* **RAW DATA**
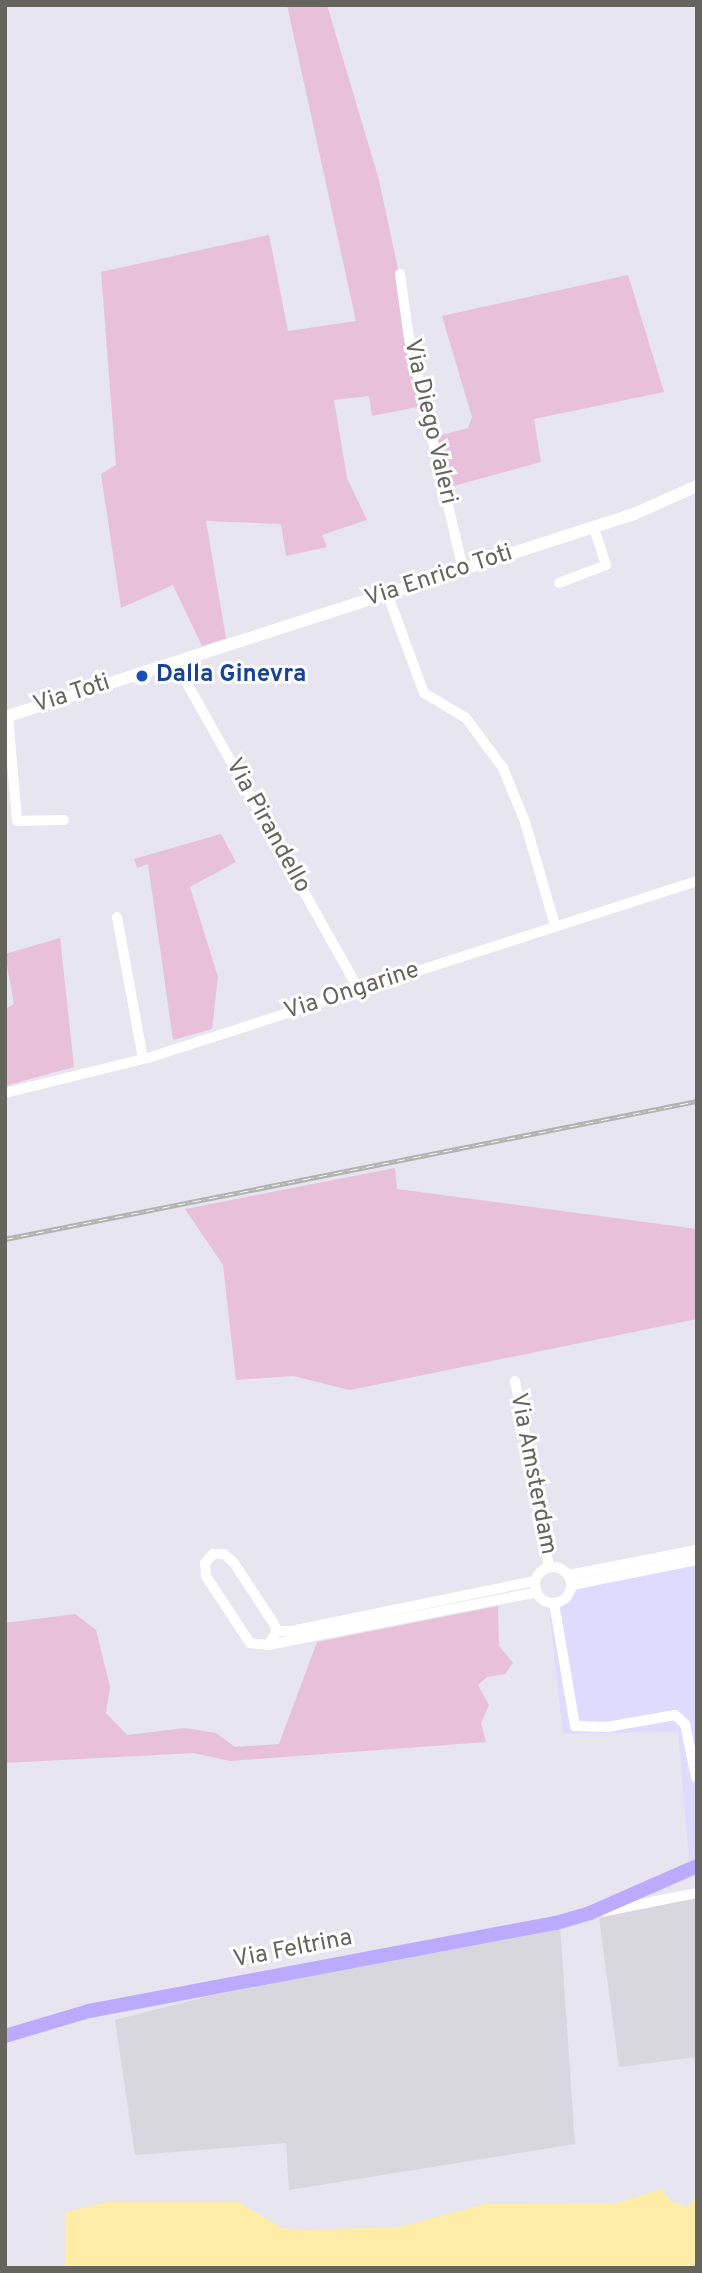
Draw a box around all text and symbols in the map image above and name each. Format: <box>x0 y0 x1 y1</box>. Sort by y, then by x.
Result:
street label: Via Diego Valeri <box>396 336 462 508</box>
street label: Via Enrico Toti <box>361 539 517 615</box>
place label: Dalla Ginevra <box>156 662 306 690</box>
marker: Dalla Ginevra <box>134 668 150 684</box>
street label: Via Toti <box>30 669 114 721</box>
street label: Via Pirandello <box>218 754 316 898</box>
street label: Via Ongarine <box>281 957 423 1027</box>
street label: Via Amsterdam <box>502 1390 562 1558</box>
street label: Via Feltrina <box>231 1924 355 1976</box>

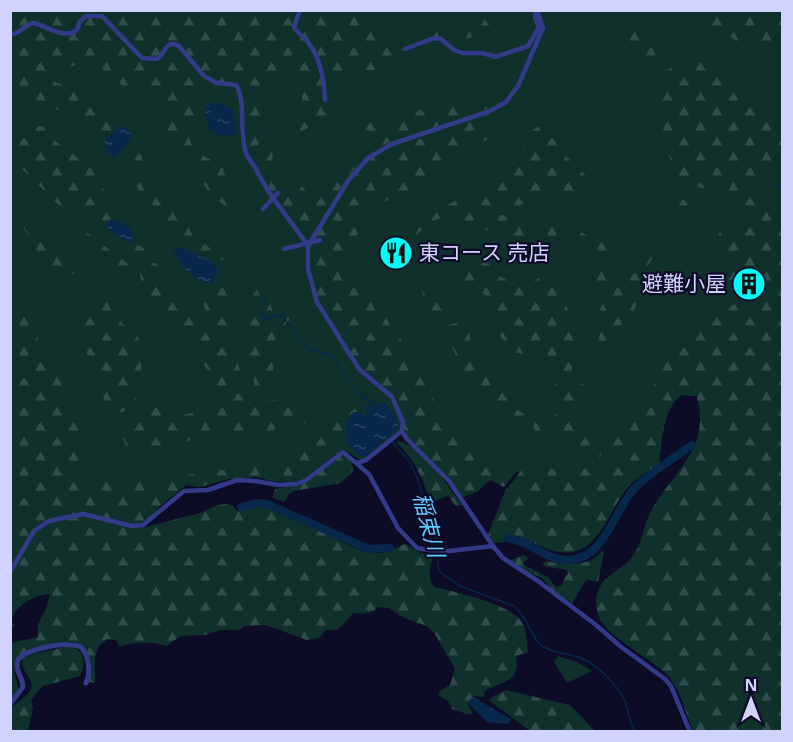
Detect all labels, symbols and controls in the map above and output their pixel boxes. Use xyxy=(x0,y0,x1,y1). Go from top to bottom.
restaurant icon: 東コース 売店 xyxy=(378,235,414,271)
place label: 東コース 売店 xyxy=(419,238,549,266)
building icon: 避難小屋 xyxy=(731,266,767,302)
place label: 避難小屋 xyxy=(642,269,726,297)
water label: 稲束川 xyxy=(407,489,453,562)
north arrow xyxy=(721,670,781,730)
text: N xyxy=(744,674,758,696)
---
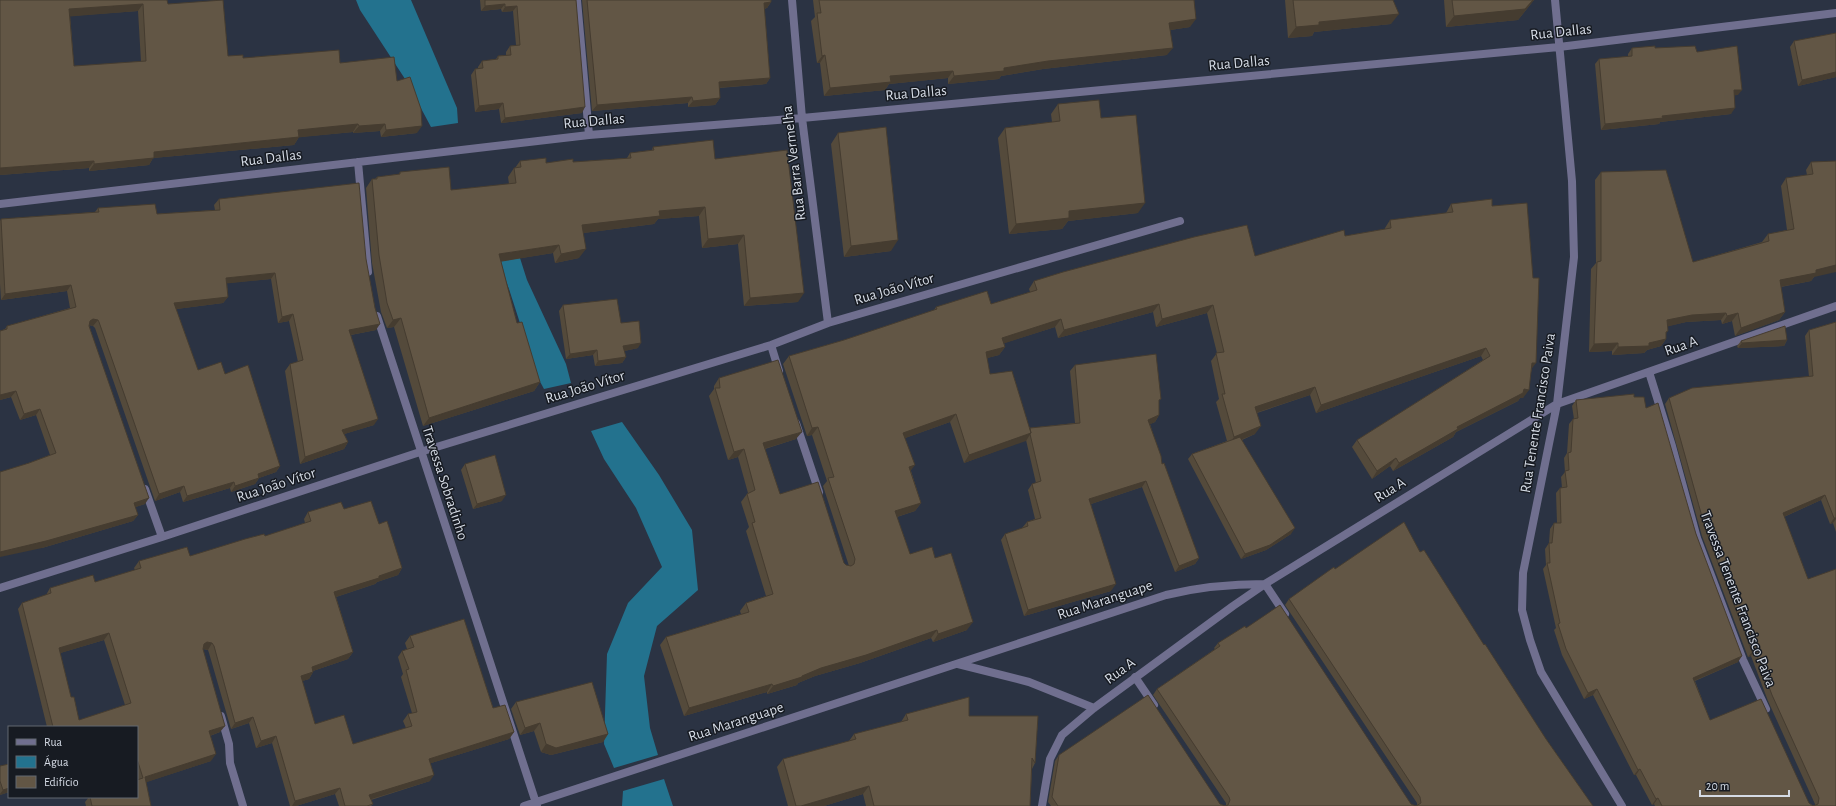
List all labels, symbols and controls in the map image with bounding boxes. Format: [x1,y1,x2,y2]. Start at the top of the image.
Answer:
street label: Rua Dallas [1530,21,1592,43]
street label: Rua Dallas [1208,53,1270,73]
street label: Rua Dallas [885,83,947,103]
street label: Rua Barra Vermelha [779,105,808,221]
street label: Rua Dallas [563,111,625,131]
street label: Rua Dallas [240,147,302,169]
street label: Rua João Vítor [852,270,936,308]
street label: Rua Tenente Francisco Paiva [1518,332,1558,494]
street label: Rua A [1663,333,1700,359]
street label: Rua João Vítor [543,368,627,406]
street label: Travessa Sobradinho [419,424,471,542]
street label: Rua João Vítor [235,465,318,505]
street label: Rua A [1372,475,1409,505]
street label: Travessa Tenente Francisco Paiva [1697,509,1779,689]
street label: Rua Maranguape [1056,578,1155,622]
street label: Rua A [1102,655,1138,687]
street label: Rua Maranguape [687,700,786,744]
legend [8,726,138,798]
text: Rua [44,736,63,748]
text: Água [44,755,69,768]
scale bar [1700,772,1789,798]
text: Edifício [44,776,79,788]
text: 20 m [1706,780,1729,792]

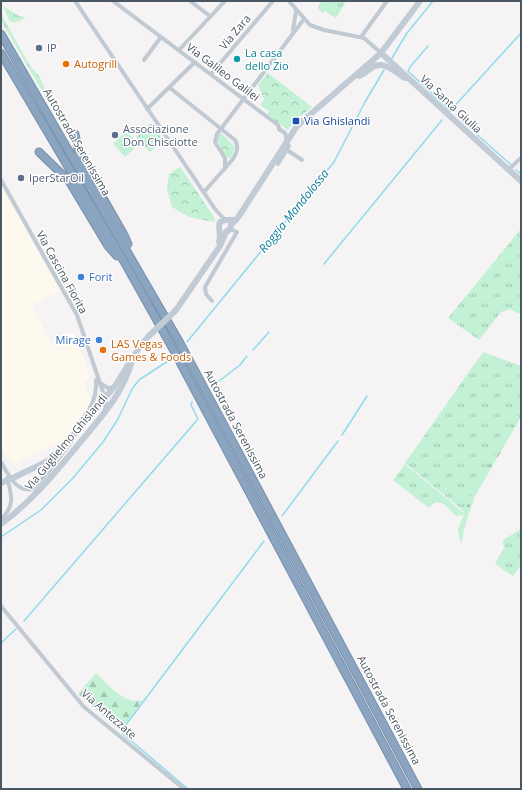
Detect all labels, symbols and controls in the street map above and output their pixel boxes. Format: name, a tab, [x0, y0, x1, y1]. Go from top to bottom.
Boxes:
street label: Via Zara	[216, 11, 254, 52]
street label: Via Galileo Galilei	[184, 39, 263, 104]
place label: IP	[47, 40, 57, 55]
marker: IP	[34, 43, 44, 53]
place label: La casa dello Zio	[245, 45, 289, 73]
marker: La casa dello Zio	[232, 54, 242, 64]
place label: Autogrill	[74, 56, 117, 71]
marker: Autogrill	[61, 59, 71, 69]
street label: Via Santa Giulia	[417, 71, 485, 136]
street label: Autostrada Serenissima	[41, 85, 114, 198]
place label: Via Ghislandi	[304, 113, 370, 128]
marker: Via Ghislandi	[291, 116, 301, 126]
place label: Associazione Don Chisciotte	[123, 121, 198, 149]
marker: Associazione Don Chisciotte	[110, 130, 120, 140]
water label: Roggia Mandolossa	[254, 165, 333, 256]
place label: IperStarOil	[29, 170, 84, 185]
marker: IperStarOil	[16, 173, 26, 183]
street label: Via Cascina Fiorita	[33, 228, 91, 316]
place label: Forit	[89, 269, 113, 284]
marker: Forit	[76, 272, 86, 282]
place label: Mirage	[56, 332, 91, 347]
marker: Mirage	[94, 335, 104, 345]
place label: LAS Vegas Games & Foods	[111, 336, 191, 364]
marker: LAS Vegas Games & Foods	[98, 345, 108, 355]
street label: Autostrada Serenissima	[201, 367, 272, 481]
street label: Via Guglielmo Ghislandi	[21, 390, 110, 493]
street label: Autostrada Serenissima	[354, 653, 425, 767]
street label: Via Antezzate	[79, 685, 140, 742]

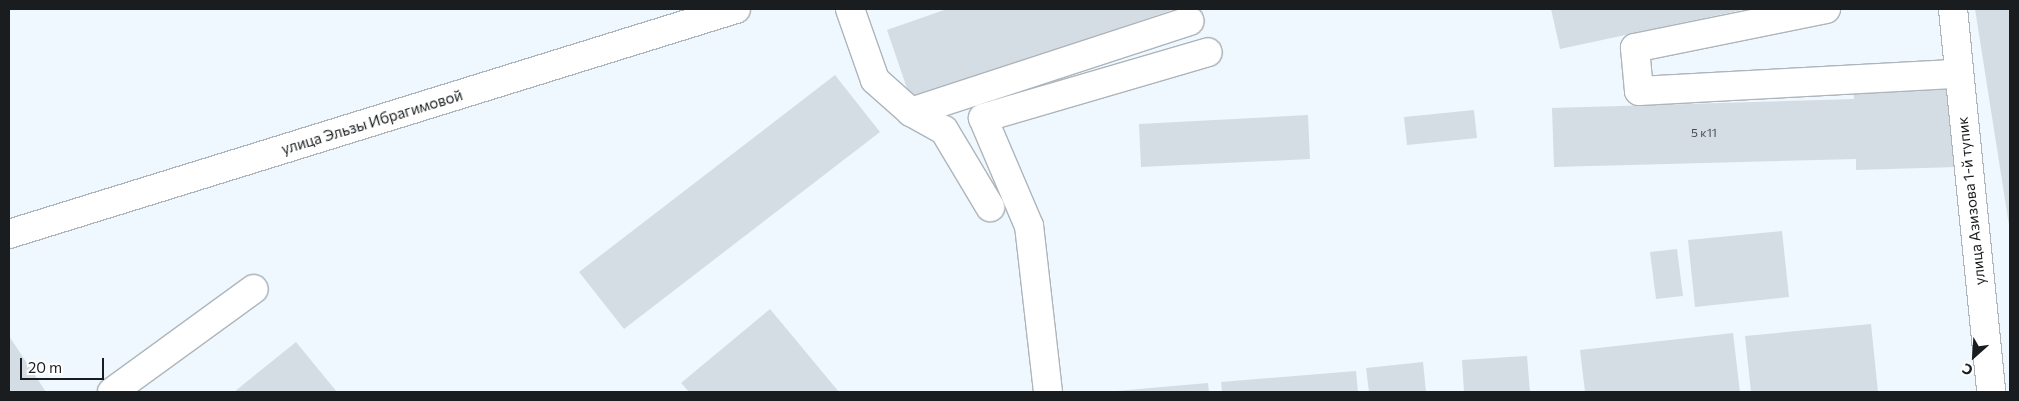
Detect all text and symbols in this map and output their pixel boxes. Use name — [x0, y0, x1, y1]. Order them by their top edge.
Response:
--
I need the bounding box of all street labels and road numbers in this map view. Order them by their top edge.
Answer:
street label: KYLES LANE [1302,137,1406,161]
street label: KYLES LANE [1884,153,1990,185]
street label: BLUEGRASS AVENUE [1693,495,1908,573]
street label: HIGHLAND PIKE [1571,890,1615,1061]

* **WORK TASK**
All lines above that include the word "bounding" must be copied into the answer.

* **SOLUTION TO THE EXERCISE**
List all labels, symbols and controls in the map image with bounding boxes. Format: [x1,y1,x2,y2]. Start at the top of the image.
I need the bounding box of all street labels and road numbers in this map view. Order them by their top edge.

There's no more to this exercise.